[Collected data entries]
+ + +

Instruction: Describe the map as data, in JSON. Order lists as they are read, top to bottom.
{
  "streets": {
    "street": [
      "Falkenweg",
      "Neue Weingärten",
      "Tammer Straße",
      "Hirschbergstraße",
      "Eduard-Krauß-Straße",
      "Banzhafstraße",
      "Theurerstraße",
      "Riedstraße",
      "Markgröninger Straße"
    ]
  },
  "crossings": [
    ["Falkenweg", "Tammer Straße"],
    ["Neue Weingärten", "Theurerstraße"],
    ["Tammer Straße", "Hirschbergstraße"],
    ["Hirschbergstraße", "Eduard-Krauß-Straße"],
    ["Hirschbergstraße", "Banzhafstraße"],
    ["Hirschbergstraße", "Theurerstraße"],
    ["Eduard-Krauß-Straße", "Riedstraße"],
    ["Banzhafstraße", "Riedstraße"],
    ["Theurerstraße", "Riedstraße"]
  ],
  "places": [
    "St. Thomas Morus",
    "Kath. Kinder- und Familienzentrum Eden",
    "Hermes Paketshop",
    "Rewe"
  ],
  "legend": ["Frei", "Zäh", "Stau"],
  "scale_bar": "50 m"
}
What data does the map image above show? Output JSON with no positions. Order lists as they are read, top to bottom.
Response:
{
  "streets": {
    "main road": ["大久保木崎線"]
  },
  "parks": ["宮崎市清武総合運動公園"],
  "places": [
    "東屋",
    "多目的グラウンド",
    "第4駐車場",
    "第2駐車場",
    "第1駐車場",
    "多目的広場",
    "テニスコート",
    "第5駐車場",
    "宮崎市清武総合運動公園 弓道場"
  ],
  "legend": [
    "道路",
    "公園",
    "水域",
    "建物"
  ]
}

+ + +

PROBLEM TO SOLVE – Every record needs to be reproduced exactly, with none skipped.

TASK ANSWER –
Instruction: Describe the map as data, in JSON. Order lists as they are read, top to bottom.
{
  "streets": {
    "street": [
      "Falkenweg",
      "Neue Weingärten",
      "Tammer Straße",
      "Hirschbergstraße",
      "Eduard-Krauß-Straße",
      "Banzhafstraße",
      "Theurerstraße",
      "Riedstraße",
      "Markgröninger Straße"
    ]
  },
  "crossings": [
    ["Falkenweg", "Tammer Straße"],
    ["Neue Weingärten", "Theurerstraße"],
    ["Tammer Straße", "Hirschbergstraße"],
    ["Hirschbergstraße", "Eduard-Krauß-Straße"],
    ["Hirschbergstraße", "Banzhafstraße"],
    ["Hirschbergstraße", "Theurerstraße"],
    ["Eduard-Krauß-Straße", "Riedstraße"],
    ["Banzhafstraße", "Riedstraße"],
    ["Theurerstraße", "Riedstraße"]
  ],
  "places": [
    "St. Thomas Morus",
    "Kath. Kinder- und Familienzentrum Eden",
    "Hermes Paketshop",
    "Rewe"
  ],
  "legend": ["Frei", "Zäh", "Stau"],
  "scale_bar": "50 m"
}
What data does the map image above show? Output JSON with no positions. Order lists as they are read, top to bottom.
Response:
{
  "streets": {
    "main road": ["大久保木崎線"]
  },
  "parks": ["宮崎市清武総合運動公園"],
  "places": [
    "東屋",
    "多目的グラウンド",
    "第4駐車場",
    "第2駐車場",
    "第1駐車場",
    "多目的広場",
    "テニスコート",
    "第5駐車場",
    "宮崎市清武総合運動公園 弓道場"
  ],
  "legend": [
    "道路",
    "公園",
    "水域",
    "建物"
  ]
}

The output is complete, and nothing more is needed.